--- EXTRACTED DATA Enclosed Below ---
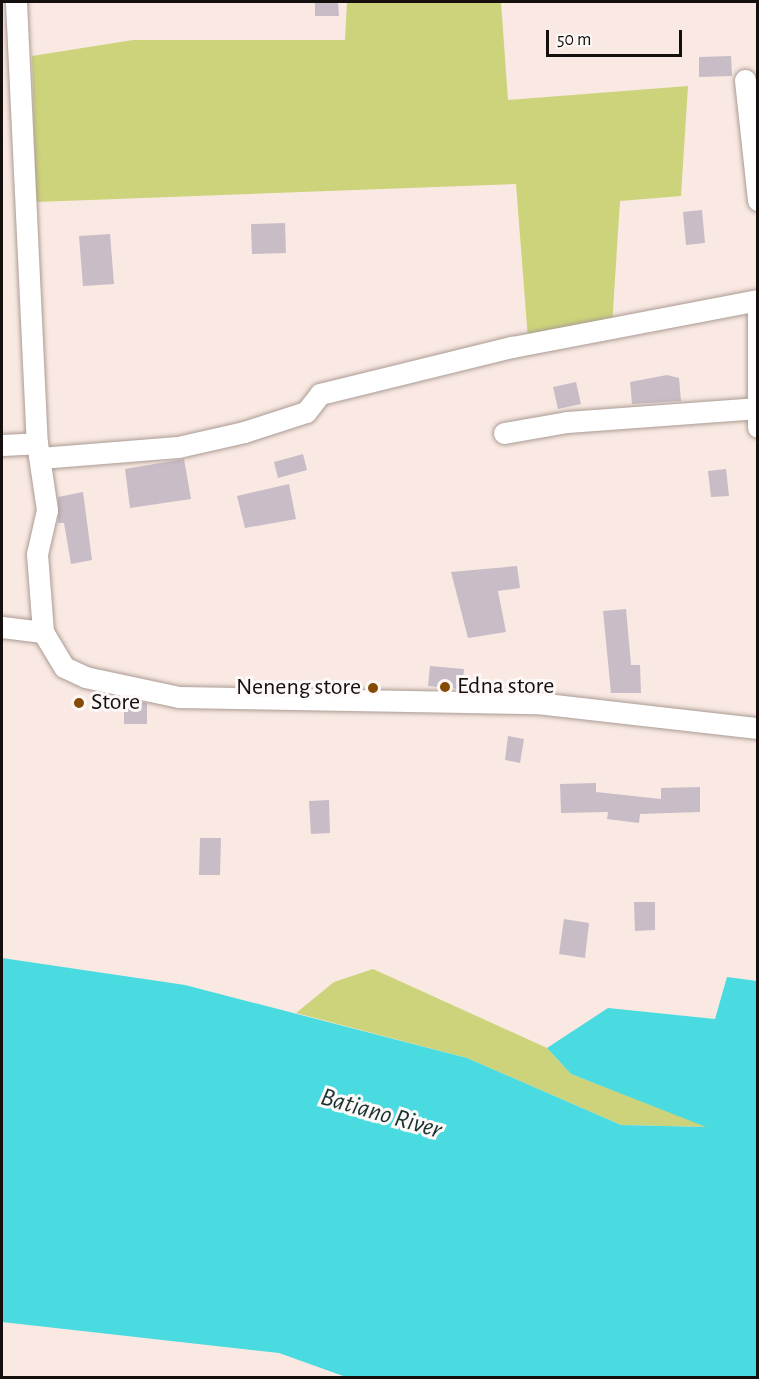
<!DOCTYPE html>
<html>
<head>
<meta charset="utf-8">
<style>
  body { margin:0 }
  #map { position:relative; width:759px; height:1379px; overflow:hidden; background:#f9e9e2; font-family:"Alegreya Sans",sans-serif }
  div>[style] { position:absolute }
  .green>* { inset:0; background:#ccd37a }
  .water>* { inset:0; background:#49dbdf }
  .building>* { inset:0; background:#c8bcc7 }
  .roads { filter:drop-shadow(0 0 2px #aa9b94) drop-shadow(0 0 2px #aa9b94) }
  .minor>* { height:21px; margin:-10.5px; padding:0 10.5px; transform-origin:10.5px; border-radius:10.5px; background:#fff }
  .dots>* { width:16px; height:16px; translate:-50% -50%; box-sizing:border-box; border:3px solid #fdf9f8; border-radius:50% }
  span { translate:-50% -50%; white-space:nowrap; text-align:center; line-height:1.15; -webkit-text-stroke:6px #fdf9f8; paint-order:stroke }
  .poi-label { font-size:24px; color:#150f0d }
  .left { translate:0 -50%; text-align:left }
  .right { translate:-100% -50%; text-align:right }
  .water-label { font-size:26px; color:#193232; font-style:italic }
  .frame { position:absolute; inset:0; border:3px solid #150f0d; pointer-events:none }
  .scale { position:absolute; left:546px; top:30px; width:136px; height:27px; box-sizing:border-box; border:3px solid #150f0d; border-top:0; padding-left:8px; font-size:18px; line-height:21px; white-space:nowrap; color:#150f0d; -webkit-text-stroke:4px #fdf9f8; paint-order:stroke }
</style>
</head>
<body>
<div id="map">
  <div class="green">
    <i style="clip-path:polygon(347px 2px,501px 2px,508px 100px,688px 86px,681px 196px,620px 201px,612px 326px,528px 339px,516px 184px,36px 202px,32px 56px,133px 40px,345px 40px)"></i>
    <i style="clip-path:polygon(373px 969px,547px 1048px,571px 1074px,708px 1127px,621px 1125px,467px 1058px,296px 1013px,334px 982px)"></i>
  </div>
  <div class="water">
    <i style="clip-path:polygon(2px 958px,185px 985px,467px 1058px,621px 1125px,706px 1127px,571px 1074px,547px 1048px,608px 1008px,715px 1019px,727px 977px,757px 981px,757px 1377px,346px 1377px,279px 1353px,2px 1322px)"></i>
  </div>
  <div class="building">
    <i style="clip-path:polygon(315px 2px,338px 2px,339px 16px,315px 16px)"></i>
    <i style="clip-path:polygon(731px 56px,732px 76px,699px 77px,699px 57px)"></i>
    <i style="clip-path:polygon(702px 210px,705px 243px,686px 245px,683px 212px)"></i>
    <i style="clip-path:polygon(285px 223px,286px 253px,252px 254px,251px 224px)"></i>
    <i style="clip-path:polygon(110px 234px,114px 284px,83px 286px,79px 236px)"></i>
    <i style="clip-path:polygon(667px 375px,679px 378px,681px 401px,632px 404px,630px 382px)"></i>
    <i style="clip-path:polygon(576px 382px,581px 404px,558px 409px,553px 387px)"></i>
    <i style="clip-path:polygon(303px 454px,307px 470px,278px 478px,274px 462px)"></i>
    <i style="clip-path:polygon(184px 459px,191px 499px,130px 508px,125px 469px)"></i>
    <i style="clip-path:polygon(726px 469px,729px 496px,711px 497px,708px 471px)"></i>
    <i style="clip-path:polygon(289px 484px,296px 519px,245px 528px,237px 496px)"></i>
    <i style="clip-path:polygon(83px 492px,92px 560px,71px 564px,64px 523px,58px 523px,58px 497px)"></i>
    <i style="clip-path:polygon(517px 566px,520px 588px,498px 591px,506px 632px,468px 638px,451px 572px)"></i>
    <i style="clip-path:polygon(626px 609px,631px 665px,640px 665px,641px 693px,611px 693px,603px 611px)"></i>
    <i style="clip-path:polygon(430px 666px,464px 669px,462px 689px,428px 686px)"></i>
    <i style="clip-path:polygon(124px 700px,147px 703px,147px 724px,124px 724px)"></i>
    <i style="clip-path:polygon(508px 736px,524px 739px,520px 763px,505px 760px)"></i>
    <i style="clip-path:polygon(596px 783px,596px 792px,661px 799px,661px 788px,700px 787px,700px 812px,640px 814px,639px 823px,607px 819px,608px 812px,561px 813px,560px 784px)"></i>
    <i style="clip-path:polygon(329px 800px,330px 833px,311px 834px,309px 801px)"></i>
    <i style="clip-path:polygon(200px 838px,221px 838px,220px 875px,199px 875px)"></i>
    <i style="clip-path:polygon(634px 902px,655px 902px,655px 930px,635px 931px)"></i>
    <i style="clip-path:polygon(564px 919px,589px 923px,585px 958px,559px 954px)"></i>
  </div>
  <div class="roads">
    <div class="minor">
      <i style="left:16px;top:2px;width:441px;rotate:87.3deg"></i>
      <i style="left:37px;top:443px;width:68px;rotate:81.5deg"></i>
      <i style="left:47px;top:510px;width:45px;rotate:102.8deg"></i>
      <i style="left:37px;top:554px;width:78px;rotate:85.6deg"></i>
      <i style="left:745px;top:80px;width:121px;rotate:83.8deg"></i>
      <i style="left:758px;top:311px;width:116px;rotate:90deg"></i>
      <i style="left:504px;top:433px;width:64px;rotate:-9.9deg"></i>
      <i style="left:567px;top:422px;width:192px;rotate:-4.2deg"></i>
      <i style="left:2px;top:445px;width:35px;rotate:-3deg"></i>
      <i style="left:40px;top:458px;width:138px;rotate:-4.6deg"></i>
      <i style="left:178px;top:447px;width:68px;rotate:-12.8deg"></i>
      <i style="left:244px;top:432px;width:65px;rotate:-17.9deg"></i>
      <i style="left:306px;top:412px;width:23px;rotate:-52deg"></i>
      <i style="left:320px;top:394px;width:198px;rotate:-13.8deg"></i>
      <i style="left:512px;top:347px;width:250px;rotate:-10.8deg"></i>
      <i style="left:2px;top:627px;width:41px;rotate:7deg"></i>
      <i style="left:43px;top:632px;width:41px;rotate:59deg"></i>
      <i style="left:64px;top:667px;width:23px;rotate:25deg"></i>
      <i style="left:85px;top:677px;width:96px;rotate:12deg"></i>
      <i style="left:179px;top:697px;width:358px;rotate:1deg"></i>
      <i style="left:537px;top:703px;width:222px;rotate:6.5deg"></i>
    </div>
  </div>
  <div class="dots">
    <i style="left:445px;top:687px;background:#864a04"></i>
    <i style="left:373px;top:688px;background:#864a04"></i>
    <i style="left:79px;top:703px;background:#864a04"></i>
  </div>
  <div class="poi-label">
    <span class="left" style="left:457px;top:687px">Edna store</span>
    <span class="right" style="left:361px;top:688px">Neneng store</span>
    <span class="left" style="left:91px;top:703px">Store</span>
  </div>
  <div class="water-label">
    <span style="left:381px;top:1114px;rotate:16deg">Batiano River</span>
  </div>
  <div class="frame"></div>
  <div class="scale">50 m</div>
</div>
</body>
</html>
--- End of Enclosed EXTRACTED DATA ---
_TASK PROMPT_
The answer must be the lines above, word for word, from the first one through the line with "width:16px; height:16px; translate:-50%", pictures excluded.

_TASK RESULT_
<!DOCTYPE html>
<html>
<head>
<meta charset="utf-8">
<style>
  body { margin:0 }
  #map { position:relative; width:759px; height:1379px; overflow:hidden; background:#f9e9e2; font-family:"Alegreya Sans",sans-serif }
  div>[style] { position:absolute }
  .green>* { inset:0; background:#ccd37a }
  .water>* { inset:0; background:#49dbdf }
  .building>* { inset:0; background:#c8bcc7 }
  .roads { filter:drop-shadow(0 0 2px #aa9b94) drop-shadow(0 0 2px #aa9b94) }
  .minor>* { height:21px; margin:-10.5px; padding:0 10.5px; transform-origin:10.5px; border-radius:10.5px; background:#fff }
  .dots>* { width:16px; height:16px; translate:-50% -50%; box-sizing:border-box; border:3px solid #fdf9f8; border-radius:50% }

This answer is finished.